- **EXERCISE DESCRIPTION**
Transcribe each record below character for character.

Extracted data entries:
----------------------------------------

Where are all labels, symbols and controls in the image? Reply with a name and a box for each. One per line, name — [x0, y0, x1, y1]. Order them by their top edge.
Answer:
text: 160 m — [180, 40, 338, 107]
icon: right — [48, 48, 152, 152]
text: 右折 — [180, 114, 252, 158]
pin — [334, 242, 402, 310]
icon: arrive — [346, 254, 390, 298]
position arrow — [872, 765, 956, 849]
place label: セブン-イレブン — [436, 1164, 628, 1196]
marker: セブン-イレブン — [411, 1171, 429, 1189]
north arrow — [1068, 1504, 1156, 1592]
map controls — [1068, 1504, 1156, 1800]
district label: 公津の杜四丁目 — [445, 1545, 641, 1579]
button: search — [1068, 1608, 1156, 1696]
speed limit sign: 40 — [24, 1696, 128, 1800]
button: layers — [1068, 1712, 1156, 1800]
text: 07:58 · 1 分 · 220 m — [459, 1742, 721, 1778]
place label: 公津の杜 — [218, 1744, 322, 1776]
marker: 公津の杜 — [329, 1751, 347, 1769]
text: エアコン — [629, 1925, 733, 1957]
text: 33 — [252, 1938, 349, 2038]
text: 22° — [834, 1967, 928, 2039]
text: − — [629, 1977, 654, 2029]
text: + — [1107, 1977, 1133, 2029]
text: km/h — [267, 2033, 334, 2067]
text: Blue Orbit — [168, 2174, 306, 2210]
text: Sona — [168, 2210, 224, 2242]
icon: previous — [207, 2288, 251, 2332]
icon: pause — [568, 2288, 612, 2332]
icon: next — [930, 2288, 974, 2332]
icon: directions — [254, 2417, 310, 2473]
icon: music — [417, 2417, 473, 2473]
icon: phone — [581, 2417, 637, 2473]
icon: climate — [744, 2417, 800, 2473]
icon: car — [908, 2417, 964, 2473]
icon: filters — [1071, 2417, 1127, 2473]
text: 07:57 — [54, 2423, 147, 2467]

----------------------------------------

- **RESULT OF THIS TASK**
Where are all labels, symbols and controls in the image? Reply with a name and a box for each. One per line, name — [x0, y0, x1, y1]. Order them by their top edge.
Answer:
text: 160 m — [180, 40, 338, 107]
icon: right — [48, 48, 152, 152]
text: 右折 — [180, 114, 252, 158]
pin — [334, 242, 402, 310]
icon: arrive — [346, 254, 390, 298]
position arrow — [872, 765, 956, 849]
place label: セブン-イレブン — [436, 1164, 628, 1196]
marker: セブン-イレブン — [411, 1171, 429, 1189]
north arrow — [1068, 1504, 1156, 1592]
map controls — [1068, 1504, 1156, 1800]
district label: 公津の杜四丁目 — [445, 1545, 641, 1579]
button: search — [1068, 1608, 1156, 1696]
speed limit sign: 40 — [24, 1696, 128, 1800]
button: layers — [1068, 1712, 1156, 1800]
text: 07:58 · 1 分 · 220 m — [459, 1742, 721, 1778]
place label: 公津の杜 — [218, 1744, 322, 1776]
marker: 公津の杜 — [329, 1751, 347, 1769]
text: エアコン — [629, 1925, 733, 1957]
text: 33 — [252, 1938, 349, 2038]
text: 22° — [834, 1967, 928, 2039]
text: − — [629, 1977, 654, 2029]
text: + — [1107, 1977, 1133, 2029]
text: km/h — [267, 2033, 334, 2067]
text: Blue Orbit — [168, 2174, 306, 2210]
text: Sona — [168, 2210, 224, 2242]
icon: previous — [207, 2288, 251, 2332]
icon: pause — [568, 2288, 612, 2332]
icon: next — [930, 2288, 974, 2332]
icon: directions — [254, 2417, 310, 2473]
icon: music — [417, 2417, 473, 2473]
icon: phone — [581, 2417, 637, 2473]
icon: climate — [744, 2417, 800, 2473]
icon: car — [908, 2417, 964, 2473]
icon: filters — [1071, 2417, 1127, 2473]
text: 07:57 — [54, 2423, 147, 2467]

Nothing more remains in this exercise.